The number of cancer patients keeps increasing and the need for cheaper therapeutics is vital. For example, in India the average treatment cost for a cancer patient is 10 to 20 times the per capita income, which limits the actual accessibility of these drugs.
However, the continuous processing holds great promise in bringing down manufacturing costs without compromising product quality. The benefits of these continuous processes include improved productivity, product homogeneity and superior quality assurance. Although this sounds promising, there are several unit operations that are not amenable for use in continuous processing. For this reason, implementing and exploiting continuous bioprocessing is dependent on developing enabling technologies.

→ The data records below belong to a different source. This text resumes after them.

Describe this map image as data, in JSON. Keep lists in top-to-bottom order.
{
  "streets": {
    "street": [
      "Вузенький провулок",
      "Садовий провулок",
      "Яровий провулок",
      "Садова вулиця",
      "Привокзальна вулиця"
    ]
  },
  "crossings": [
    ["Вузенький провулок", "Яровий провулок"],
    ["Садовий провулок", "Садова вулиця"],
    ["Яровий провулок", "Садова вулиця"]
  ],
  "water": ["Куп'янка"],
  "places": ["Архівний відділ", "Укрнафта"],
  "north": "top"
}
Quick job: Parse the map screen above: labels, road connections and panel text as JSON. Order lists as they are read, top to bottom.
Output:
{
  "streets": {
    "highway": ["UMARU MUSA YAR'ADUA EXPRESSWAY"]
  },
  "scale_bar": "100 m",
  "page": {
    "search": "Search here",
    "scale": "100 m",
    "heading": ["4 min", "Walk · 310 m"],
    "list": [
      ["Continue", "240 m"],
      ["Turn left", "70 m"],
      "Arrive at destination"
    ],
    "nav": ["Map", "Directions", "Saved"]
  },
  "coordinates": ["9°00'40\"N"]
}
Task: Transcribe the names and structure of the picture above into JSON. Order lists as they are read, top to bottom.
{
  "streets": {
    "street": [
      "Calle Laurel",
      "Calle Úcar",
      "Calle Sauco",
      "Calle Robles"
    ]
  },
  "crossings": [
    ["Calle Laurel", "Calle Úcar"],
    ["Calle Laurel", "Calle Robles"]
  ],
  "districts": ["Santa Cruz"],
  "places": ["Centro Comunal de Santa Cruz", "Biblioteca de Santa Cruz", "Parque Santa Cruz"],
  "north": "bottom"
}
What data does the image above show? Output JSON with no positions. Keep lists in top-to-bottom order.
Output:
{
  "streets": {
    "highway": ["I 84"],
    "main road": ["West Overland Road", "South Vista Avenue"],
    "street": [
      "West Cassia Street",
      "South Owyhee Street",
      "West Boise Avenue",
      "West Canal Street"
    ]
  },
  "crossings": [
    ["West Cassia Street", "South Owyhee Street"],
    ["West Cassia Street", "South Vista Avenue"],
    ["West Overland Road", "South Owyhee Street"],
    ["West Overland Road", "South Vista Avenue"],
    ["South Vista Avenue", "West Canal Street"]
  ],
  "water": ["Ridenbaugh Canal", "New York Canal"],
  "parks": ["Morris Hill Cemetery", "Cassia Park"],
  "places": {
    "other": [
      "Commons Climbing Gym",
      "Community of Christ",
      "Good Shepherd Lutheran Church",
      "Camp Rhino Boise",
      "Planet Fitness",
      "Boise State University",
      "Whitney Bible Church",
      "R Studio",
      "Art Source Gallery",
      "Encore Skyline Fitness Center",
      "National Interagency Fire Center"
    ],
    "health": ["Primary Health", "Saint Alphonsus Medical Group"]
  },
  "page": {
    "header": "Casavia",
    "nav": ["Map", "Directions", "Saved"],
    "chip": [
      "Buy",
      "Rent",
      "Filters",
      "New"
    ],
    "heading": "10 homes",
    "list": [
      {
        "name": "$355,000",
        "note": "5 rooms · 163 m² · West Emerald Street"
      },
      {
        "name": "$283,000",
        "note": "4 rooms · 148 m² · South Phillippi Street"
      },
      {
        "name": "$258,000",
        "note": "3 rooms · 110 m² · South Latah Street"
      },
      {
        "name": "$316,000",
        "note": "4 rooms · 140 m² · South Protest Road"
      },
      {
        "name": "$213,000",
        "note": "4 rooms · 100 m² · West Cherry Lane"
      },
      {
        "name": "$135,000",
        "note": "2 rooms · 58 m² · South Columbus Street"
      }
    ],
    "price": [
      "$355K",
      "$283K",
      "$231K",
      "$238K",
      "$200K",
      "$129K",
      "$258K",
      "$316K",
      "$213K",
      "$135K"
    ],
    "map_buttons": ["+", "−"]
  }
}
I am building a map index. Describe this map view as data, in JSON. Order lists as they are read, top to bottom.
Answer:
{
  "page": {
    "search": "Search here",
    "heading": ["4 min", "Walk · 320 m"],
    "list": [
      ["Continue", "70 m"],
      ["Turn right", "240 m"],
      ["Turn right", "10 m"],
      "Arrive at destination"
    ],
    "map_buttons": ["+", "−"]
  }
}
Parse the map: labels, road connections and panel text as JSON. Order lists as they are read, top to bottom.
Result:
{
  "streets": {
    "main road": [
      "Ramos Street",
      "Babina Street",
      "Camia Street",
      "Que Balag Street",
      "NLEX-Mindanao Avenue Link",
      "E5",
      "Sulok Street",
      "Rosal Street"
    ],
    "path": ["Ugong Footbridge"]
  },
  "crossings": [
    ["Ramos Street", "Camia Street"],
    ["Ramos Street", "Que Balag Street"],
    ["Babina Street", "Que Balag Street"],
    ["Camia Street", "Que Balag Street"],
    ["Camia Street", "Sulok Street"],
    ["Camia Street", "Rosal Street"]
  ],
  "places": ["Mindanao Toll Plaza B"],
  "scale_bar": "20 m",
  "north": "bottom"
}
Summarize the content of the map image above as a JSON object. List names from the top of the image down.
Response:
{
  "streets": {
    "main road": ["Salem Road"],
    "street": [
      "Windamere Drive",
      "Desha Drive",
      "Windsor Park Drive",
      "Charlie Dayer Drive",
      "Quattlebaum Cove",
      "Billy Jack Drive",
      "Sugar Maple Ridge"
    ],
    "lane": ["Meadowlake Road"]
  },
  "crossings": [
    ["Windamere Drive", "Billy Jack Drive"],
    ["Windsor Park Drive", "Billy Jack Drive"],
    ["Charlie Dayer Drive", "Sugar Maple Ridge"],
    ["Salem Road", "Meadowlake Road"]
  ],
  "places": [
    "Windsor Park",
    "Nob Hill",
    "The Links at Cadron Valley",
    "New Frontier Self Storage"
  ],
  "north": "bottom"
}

The reaction and mixing operations such as refolding, precipitation and viral inactivation are especially lacking such enabling technologies. Developing a reactor configuration to overcome this problem was the primary aim of the team at the Indian Institute of Technology Delhi (IITD).
Anurag Rathore supervised the project and together they have been working towards creating technology solutions for cost effective biotherapeutics manufacturing. The team consists of chemical and biotechnology engineers, with many of them having encountered cancer within their families and having seen the actual plight of these patients. The team is now highly motivated and passionate towards the cause of making treatment more accessible to patients and to save as many lives as possible.